Staff from the successful Cape York Kidney Care team: nurse practitioner Kimberley Withers, dietitian Kaylah Schroeter, Dr Natalie Pink and program manager Natasha Wellby. Photo: Torres and Cape Hospital and Health Service.
The findings are in – the Cape York Kidney Care (CYKC) team’s dialysis results and the region’s fight against serious kidney disease are clear for all to see.
Torres and Cape Hospital and Health Service (TCHHS) Dr Natalie Pink presented the data during the Cairns and Hinterland Hospital and Health Service Research Symposium on Friday, 12 September.
The study found the number of patients starting dialysis in the Western Cape had more than halved since the start of the CYKC service in 2020.
The Weipa-based clinicians deliver culturally centred kidney care to residents in six communities of the Western Cape region.
The CYKC team is made up of a rural generalist doctor, renal nurse practitioner, dietitian and Aboriginal and Torres Strait Islander health worker. They currently see about 400 patients across six communities – Aurukun, Pormpuraaw, Kowanyama, Napranum, Weipa and Mapoon.
Tertiary-based nephrologist, Dr Janelle Prunster supports the team remotely.

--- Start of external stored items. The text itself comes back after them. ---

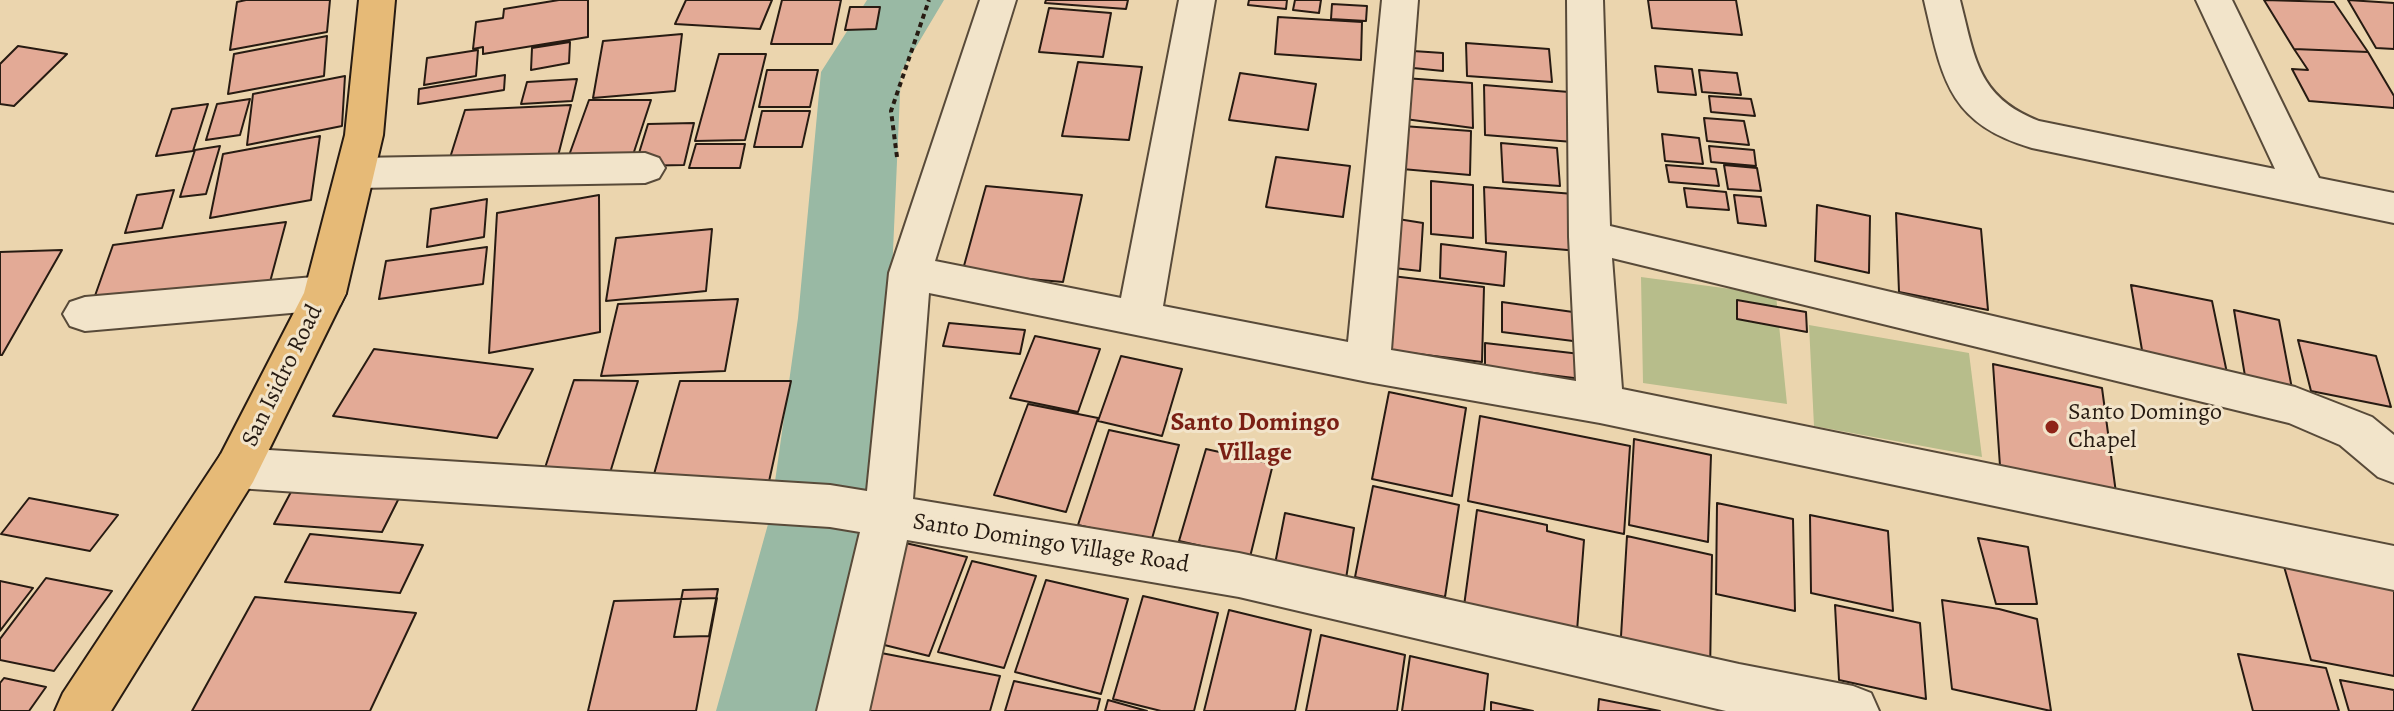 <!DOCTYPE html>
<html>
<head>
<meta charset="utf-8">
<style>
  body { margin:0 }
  canvas { display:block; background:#ebd5ae }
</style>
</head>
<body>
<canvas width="2394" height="711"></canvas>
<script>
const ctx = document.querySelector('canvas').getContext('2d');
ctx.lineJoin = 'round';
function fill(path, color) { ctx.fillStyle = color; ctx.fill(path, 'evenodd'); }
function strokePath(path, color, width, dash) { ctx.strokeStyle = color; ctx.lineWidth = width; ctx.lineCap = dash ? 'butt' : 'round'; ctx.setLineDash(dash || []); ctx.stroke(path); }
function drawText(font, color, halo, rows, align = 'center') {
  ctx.font = font + ' Alegreya,serif'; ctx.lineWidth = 6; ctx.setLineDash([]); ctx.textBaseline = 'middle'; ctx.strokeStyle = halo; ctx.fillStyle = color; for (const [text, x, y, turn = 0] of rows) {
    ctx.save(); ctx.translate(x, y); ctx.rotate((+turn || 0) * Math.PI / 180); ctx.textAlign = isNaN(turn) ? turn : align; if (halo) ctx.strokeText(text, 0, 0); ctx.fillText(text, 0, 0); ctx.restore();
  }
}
fill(new Path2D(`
  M1641,277L1776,295L1787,404L1643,383Z
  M1809,325L1969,353L1982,457L1814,426Z`), '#b7bd8b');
fill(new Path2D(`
  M867,0H944L901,72L890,318L872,517L828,711H716L770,517L798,318L821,72Z`), '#99b9a4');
const building = new Path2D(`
  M246,0H330L327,32L230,50L237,2Z
  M559,0H588V37L483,54V47L473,49L476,22L503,18L504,9Z
  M686,0H772L760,29L675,24Z
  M782,0H841L832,44H771Z
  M1046,0H1128L1126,9L1045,3Z
  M1249,0H1287L1286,9L1248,5Z
  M1295,0H1321L1319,13L1293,10Z
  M1648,0H1736L1742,35L1652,28Z
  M2264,0L2334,2L2368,52L2294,49Z
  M2348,0L2394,3V49L2376,48Z
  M1332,4L1367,6L1366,21L1331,19Z
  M850,7H880L876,29L845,30Z
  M1049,8L1111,13L1103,57L1039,52Z
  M1278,17L1362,22L1361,60L1275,54Z
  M682,34L675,91L593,98L603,41Z
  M327,36L324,76L228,94L234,54Z
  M570,42L569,63L531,70L532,48Z
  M1466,43L1549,49L1552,82L1467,76Z
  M18,46L67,54L14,106L0,104V64Z
  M2294,49L2368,52L2394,96V108L2309,101L2292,69L2308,70Z
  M478,50L476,76L424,85L427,58Z
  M1413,51L1443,53V71L1413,68Z
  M719,54H766L745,140L695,141Z
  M1078,62L1142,67L1129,140L1062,136Z
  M1655,66L1692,69L1696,95L1658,92Z
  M767,70H818L810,107H759Z
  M1699,70L1737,73L1741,95L1702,92Z
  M1240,73L1316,84L1308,130L1229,120Z
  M505,75L504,90L418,104L419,89Z
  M345,76L342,126L247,145L253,94Z
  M1405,78L1472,83L1473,128L1405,119Z
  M577,79L572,101L521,104L527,82Z
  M1484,85L1569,92L1573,142L1485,135Z
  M1709,96L1751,99L1755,116L1711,112Z
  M250,99L240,135L206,140L217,104Z
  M589,100H651L631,161H567Z
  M208,104L193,151L156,156L172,109Z
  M571,105L558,156L449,161L465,110Z
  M762,111H810L802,147H754Z
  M1704,118L1744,121L1749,145L1707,141Z
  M694,123L684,165L635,166L648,124Z
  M1403,126L1471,131L1470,175L1402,169Z
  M1662,134L1699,138L1703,164L1665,161Z
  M320,136L311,200L210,218L223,154Z
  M1501,143L1557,148L1560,186L1503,182Z
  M696,144H745L740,168H689Z
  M220,146L206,194L180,197L195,150Z
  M1709,146L1754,150L1756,166L1711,162Z
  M1276,157L1350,166L1343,217L1266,207Z
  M1666,165L1716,169L1719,186L1669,182Z
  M1724,165L1757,168L1761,191L1728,189Z
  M1431,181L1473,185V238L1431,234Z
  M986,186L1082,195L1063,282L962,273Z
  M1484,187L1574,194L1579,251L1486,243Z
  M1684,188L1726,192L1729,210L1687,207Z
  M174,190L162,228L125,233L137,195Z
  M599,195L600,332L489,353L497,213Z
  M1734,195L1761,197L1766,226L1738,223Z
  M487,199L484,237L427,247L431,209Z
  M1817,205L1870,216L1869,273L1815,261Z
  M1896,213L1981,229L1988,310L1899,292Z
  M1398,219L1423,223L1420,271L1394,268Z
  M286,222L270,282L91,307L113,245Z
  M712,229L706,291L606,301L616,238Z
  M1441,244L1506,252L1504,286L1440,278Z
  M487,247L483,284L379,299L386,261Z
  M62,250L2,355H0V252Z
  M1392,276L1484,287L1482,362L1386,350Z
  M2131,285L2212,301L2227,373L2143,356Z
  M738,299L725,371L601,376L618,304Z
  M1737,300L1806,312L1807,332L1737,319Z
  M1502,302L1573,312V341L1502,332Z
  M2234,310L2279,320L2293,394L2246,382Z
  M949,323L1025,330L1020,354L943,346Z
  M1035,336L1100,349L1078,412L1010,398Z
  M2298,340L2376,356L2391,407L2311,391Z
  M1485,343L1589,355L1590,380L1485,367Z
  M374,349L533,369L497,438L333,416Z
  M1121,356L1182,369L1162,436L1098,421Z
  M1993,364L2102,388L2116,493L2000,466Z
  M574,380L638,381L606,486H539Z
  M680,381H791L768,486L651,485Z
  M1389,392L1466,408L1452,496L1372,479Z
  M1028,404L1098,418L1066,512L994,495Z
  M1480,416L1630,446L1624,534L1468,501Z
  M1109,430L1179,445L1151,542L1078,525Z
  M1634,439L1711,455L1708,542L1629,525Z
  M1206,449L1273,464L1250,557L1179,541Z
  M1373,486L1459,505L1445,597L1355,577Z
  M292,490L399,498L382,532L274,524Z
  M29,498L118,515L90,551L1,534Z
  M1717,503L1793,519L1795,611L1716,594Z
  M1477,510L1547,525V531L1584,540L1577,631L1464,606Z
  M1285,513L1354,528L1345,585L1274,569Z
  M1810,515L1888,531L1893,611L1811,593Z
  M310,534L423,545L400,593L285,582Z
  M1627,536L1712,555L1710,674L1620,653Z
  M1978,538L2028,547L2037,604H1996Z
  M901,542L967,557L929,656L860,639Z
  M972,561L1036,576L1004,668L938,652Z
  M2283,563L2394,583V676L2311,660Z
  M46,578L112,591L54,671L0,660V639Z
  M1046,580L1128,599L1101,694L1015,672Z
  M0,581L33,588L0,631Z
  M718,589L709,636L674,637L683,590Z
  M1143,596L1218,613L1194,711H1161L1113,699Z
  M255,597L416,613L370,711H192Z
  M717,598L696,711H588L614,601Z
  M1942,600L1999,609L2037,619L2051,711L1952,689Z
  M1835,605L1920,623L1926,699L1839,680Z
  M1229,610L1311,630L1295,711H1204Z
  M1321,635L1405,655L1397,711H1306Z
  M876,652L1000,676L990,711H855Z
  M2238,654L2326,668L2339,711H2253Z
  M1410,656L1488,674L1484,711H1402Z
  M4,678L46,687L29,711H0V683Z
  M2340,680L2394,690V711H2349Z
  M1014,681L1100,699L1097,711H1005Z
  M1599,699L1660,711H1598Z
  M1108,700L1147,711H1105Z
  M1491,702L1533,711H1491Z`);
fill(building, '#e3aa96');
strokePath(building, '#271b12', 2);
const minor = new Path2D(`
  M980,0H1016L935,261L1121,298L1179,0H1215L1163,306L1348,342L1382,0H1418L1391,350L1576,381L1569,237L1567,0H1603L1610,226L2295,387L2372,417L2394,435V483L2378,477L2340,445L2289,423L1612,258L1622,389L2394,546V590L1600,423L1368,382L929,293L913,499L1239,553L1739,664L1853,686L1871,693L1879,711H1726L1239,597L907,540L869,711H817L860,532L830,527L237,488L221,482L214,468L221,454L237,448L830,485L867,491L889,273Z
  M1924,0H1960C1975,58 1977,97 2039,121L2275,169L2196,0H2232L2319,178L2394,193V223L2032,148C1947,123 1942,77 1924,0Z
  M645,153L659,158L665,168L659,178L645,183L357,188L343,183L337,173L343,163L357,158Z
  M325,276L340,281L346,293L340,305L325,310L85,331L70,326L63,314L70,302L85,297Z`);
const major = new Path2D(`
  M359,0H395L383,135L346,293L253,482L111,711H55L63,693L221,454L304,293L345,135Z`);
strokePath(minor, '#584a39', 4);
strokePath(major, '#271b12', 4);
strokePath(new Path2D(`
  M897,157L891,111L929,0`), '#271b12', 4, [5, 4]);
fill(minor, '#f2e4ca');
fill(major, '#e6ba77');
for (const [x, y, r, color] of [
  [2052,427,8,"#8f2418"]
]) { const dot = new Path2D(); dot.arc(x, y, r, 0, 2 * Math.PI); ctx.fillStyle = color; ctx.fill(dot); strokePath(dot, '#f2e4ca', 3); }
drawText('24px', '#271b12', '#f2e4ca', [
  ["San Isidro Road",283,376,-64],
  ["Santo Domingo Village Road",1051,544,9]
]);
drawText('24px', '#271b12', '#f2e4ca', [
  ["Santo Domingo",2068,413],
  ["Chapel",2068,441]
], 'left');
drawText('bold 26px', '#7a1f14', '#f2e4ca', [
  ["Santo Domingo",1255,424],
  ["Village",1255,454]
]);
</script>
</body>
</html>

Dr Pink, a proud Nyikina woman, said the team’s unique transdisciplinary model, focusing on cultural safety and relationship building through clinical yarning, was a key driver to success.
“This service has been built on engagement with community members and key stakeholders about ways of delivering this service, so we have really good engagement and outcomes,” she said.
“We try and create a safe space where we can sit and yarn with the patient, talk about their life stories which gives comfort to open up about their health journey.
“It is often about us learning from their life experience, culture and knowledge of traditional ways of knowing and doing, rather than the other way around.”
The study found almost 40 people in the region from 2016 to 2019 started dialysis, compared to 18 since the CYKC program began.
Dr Pink said team members had been able to engage with patients on a downward trajectory with their kidney function and stabilise their condition.
The team travels to each community regularly throughout the year and Dr Pink is hopeful the program will expand to other regions of the Cape.
TCHHS executive director Medical Services Dr Marlow Coates said the program had been incredibly successful since its inception.
“As a health service we are focused on closing the gap and programs such as Cape York Kidney Care are a key way we can achieve this,” he said.
“The way this team has partnered with their communities to develop a culturally safe model which increases community engagement is fundamental in our region.”